-- WHAT IS NEEDED --
Check every line of the entries that follow, and copy the ones containing "boxes".

(Saved entries)
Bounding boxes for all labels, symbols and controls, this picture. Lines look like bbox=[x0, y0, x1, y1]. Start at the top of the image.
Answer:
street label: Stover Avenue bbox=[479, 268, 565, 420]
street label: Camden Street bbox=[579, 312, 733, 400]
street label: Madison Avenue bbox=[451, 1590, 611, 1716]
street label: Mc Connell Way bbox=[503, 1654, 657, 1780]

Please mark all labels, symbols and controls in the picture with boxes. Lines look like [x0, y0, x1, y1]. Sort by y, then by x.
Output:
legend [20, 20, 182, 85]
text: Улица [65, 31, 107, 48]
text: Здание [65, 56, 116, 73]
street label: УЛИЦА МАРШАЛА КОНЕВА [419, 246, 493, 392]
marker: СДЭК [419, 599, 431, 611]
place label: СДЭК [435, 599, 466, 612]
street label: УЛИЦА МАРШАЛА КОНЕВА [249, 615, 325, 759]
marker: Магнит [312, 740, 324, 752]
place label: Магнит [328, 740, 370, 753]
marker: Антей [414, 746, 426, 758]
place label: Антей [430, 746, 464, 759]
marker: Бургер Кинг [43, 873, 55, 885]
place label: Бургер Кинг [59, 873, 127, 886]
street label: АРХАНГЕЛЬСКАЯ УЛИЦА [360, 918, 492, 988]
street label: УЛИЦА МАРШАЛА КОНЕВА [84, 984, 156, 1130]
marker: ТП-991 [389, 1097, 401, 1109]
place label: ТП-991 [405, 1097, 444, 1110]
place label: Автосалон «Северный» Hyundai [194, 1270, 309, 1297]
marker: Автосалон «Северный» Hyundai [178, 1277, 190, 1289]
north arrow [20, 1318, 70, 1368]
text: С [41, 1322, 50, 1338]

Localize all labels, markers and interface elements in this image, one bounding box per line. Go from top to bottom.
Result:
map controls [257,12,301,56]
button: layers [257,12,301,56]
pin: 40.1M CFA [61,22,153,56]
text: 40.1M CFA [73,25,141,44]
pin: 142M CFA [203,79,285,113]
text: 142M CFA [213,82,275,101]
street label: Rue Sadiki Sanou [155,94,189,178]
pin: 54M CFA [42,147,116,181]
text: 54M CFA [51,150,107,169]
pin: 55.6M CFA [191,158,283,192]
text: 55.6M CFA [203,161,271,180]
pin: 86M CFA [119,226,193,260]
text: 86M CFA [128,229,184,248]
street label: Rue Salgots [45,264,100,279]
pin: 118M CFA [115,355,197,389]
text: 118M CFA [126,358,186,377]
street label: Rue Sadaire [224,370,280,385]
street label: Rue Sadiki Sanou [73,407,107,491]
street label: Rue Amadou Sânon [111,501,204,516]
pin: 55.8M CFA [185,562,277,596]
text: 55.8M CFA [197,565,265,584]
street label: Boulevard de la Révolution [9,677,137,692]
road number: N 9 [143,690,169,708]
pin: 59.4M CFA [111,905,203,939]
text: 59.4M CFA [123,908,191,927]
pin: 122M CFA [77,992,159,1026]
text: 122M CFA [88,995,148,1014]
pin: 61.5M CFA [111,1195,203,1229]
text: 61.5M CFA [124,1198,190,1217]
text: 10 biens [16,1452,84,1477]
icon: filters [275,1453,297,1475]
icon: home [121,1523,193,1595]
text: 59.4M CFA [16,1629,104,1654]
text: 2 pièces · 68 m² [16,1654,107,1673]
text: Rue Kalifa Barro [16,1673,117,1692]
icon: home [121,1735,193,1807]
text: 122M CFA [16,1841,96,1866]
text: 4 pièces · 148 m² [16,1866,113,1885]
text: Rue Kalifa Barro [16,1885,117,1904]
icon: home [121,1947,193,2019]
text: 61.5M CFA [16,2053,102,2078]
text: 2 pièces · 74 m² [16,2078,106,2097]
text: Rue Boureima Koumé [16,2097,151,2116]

-- TASK OUTPUT --
Bounding boxes for all labels, symbols and controls, this picture. Lines look like bbox=[x0, y0, x1, y1]. Start at the top of the image.
Please mark all labels, symbols and controls in the picture with boxes. Lines look like [x0, y0, x1, y1]. Sort by y, then by x.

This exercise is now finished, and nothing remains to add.